→ **YOUR GOAL**
Restate all the data word for word, leaving nothing out.

(Stored data entries)
========================================================================

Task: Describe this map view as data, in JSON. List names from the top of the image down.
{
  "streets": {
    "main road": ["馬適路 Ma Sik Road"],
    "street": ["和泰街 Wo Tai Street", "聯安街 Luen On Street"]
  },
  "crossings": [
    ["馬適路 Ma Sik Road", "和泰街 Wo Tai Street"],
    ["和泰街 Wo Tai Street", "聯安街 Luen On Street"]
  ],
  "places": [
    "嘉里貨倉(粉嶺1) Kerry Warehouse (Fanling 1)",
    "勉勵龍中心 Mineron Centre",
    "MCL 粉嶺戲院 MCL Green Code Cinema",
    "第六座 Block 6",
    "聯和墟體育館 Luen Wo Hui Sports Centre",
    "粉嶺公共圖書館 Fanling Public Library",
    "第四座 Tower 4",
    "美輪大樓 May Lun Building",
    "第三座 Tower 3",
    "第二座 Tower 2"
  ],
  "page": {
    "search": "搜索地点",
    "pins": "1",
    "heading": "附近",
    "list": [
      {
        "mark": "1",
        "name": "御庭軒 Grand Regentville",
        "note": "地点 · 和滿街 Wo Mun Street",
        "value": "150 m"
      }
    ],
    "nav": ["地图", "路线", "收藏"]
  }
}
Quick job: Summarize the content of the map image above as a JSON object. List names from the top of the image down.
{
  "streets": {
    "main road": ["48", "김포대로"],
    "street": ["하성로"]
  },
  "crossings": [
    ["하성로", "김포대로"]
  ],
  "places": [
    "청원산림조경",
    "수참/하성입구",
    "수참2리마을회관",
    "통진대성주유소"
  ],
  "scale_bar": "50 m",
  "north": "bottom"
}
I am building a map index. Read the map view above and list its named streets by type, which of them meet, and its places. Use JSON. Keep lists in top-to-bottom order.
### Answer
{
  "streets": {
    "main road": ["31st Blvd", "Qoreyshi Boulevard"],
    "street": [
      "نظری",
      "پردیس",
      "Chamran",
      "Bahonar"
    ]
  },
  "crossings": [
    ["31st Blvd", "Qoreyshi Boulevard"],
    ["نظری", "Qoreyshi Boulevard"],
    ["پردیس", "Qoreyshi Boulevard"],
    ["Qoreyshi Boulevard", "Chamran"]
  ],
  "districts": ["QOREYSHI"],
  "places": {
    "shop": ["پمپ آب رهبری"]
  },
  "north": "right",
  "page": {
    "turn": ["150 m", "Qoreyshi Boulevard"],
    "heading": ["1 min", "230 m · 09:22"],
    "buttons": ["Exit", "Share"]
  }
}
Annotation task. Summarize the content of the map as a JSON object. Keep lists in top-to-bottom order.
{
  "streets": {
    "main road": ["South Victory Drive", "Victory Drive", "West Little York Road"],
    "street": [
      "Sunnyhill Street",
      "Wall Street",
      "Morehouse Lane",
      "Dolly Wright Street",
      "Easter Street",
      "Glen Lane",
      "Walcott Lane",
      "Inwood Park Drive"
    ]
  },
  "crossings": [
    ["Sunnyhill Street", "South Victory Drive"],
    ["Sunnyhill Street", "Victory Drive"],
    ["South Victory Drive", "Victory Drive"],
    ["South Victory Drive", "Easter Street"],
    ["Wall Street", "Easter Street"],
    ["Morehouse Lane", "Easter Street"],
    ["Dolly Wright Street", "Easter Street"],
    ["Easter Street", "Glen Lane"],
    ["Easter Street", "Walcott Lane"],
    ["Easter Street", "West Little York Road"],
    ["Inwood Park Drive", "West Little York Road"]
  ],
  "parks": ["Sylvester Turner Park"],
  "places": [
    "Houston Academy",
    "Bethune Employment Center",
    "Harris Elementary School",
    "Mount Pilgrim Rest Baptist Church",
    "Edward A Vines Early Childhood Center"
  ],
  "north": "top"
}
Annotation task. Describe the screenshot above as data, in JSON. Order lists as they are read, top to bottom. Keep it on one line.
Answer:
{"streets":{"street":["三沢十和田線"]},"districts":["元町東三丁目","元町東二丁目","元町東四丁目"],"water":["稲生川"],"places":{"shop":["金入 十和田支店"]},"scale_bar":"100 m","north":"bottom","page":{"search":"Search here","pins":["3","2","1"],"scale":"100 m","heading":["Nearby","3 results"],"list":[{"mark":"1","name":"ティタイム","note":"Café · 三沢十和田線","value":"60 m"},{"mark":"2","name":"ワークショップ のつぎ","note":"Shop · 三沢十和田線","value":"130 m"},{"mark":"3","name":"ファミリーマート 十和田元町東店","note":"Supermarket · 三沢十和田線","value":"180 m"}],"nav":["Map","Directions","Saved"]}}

========================================================================

→ **EXERCISE RESULT**
Task: Describe this map view as data, in JSON. List names from the top of the image down.
{
  "streets": {
    "main road": ["馬適路 Ma Sik Road"],
    "street": ["和泰街 Wo Tai Street", "聯安街 Luen On Street"]
  },
  "crossings": [
    ["馬適路 Ma Sik Road", "和泰街 Wo Tai Street"],
    ["和泰街 Wo Tai Street", "聯安街 Luen On Street"]
  ],
  "places": [
    "嘉里貨倉(粉嶺1) Kerry Warehouse (Fanling 1)",
    "勉勵龍中心 Mineron Centre",
    "MCL 粉嶺戲院 MCL Green Code Cinema",
    "第六座 Block 6",
    "聯和墟體育館 Luen Wo Hui Sports Centre",
    "粉嶺公共圖書館 Fanling Public Library",
    "第四座 Tower 4",
    "美輪大樓 May Lun Building",
    "第三座 Tower 3",
    "第二座 Tower 2"
  ],
  "page": {
    "search": "搜索地点",
    "pins": "1",
    "heading": "附近",
    "list": [
      {
        "mark": "1",
        "name": "御庭軒 Grand Regentville",
        "note": "地点 · 和滿街 Wo Mun Street",
        "value": "150 m"
      }
    ],
    "nav": ["地图", "路线", "收藏"]
  }
}
Quick job: Summarize the content of the map image above as a JSON object. List names from the top of the image down.
{
  "streets": {
    "main road": ["48", "김포대로"],
    "street": ["하성로"]
  },
  "crossings": [
    ["하성로", "김포대로"]
  ],
  "places": [
    "청원산림조경",
    "수참/하성입구",
    "수참2리마을회관",
    "통진대성주유소"
  ],
  "scale_bar": "50 m",
  "north": "bottom"
}
I am building a map index. Read the map view above and list its named streets by type, which of them meet, and its places. Use JSON. Keep lists in top-to-bottom order.
### Answer
{
  "streets": {
    "main road": ["31st Blvd", "Qoreyshi Boulevard"],
    "street": [
      "نظری",
      "پردیس",
      "Chamran",
      "Bahonar"
    ]
  },
  "crossings": [
    ["31st Blvd", "Qoreyshi Boulevard"],
    ["نظری", "Qoreyshi Boulevard"],
    ["پردیس", "Qoreyshi Boulevard"],
    ["Qoreyshi Boulevard", "Chamran"]
  ],
  "districts": ["QOREYSHI"],
  "places": {
    "shop": ["پمپ آب رهبری"]
  },
  "north": "right",
  "page": {
    "turn": ["150 m", "Qoreyshi Boulevard"],
    "heading": ["1 min", "230 m · 09:22"],
    "buttons": ["Exit", "Share"]
  }
}
Annotation task. Summarize the content of the map as a JSON object. Keep lists in top-to-bottom order.
{
  "streets": {
    "main road": ["South Victory Drive", "Victory Drive", "West Little York Road"],
    "street": [
      "Sunnyhill Street",
      "Wall Street",
      "Morehouse Lane",
      "Dolly Wright Street",
      "Easter Street",
      "Glen Lane",
      "Walcott Lane",
      "Inwood Park Drive"
    ]
  },
  "crossings": [
    ["Sunnyhill Street", "South Victory Drive"],
    ["Sunnyhill Street", "Victory Drive"],
    ["South Victory Drive", "Victory Drive"],
    ["South Victory Drive", "Easter Street"],
    ["Wall Street", "Easter Street"],
    ["Morehouse Lane", "Easter Street"],
    ["Dolly Wright Street", "Easter Street"],
    ["Easter Street", "Glen Lane"],
    ["Easter Street", "Walcott Lane"],
    ["Easter Street", "West Little York Road"],
    ["Inwood Park Drive", "West Little York Road"]
  ],
  "parks": ["Sylvester Turner Park"],
  "places": [
    "Houston Academy",
    "Bethune Employment Center",
    "Harris Elementary School",
    "Mount Pilgrim Rest Baptist Church",
    "Edward A Vines Early Childhood Center"
  ],
  "north": "top"
}
Annotation task. Describe the screenshot above as data, in JSON. Order lists as they are read, top to bottom. Keep it on one line.
Answer:
{"streets":{"street":["三沢十和田線"]},"districts":["元町東三丁目","元町東二丁目","元町東四丁目"],"water":["稲生川"],"places":{"shop":["金入 十和田支店"]},"scale_bar":"100 m","north":"bottom","page":{"search":"Search here","pins":["3","2","1"],"scale":"100 m","heading":["Nearby","3 results"],"list":[{"mark":"1","name":"ティタイム","note":"Café · 三沢十和田線","value":"60 m"},{"mark":"2","name":"ワークショップ のつぎ","note":"Shop · 三沢十和田線","value":"130 m"},{"mark":"3","name":"ファミリーマート 十和田元町東店","note":"Supermarket · 三沢十和田線","value":"180 m"}],"nav":["Map","Directions","Saved"]}}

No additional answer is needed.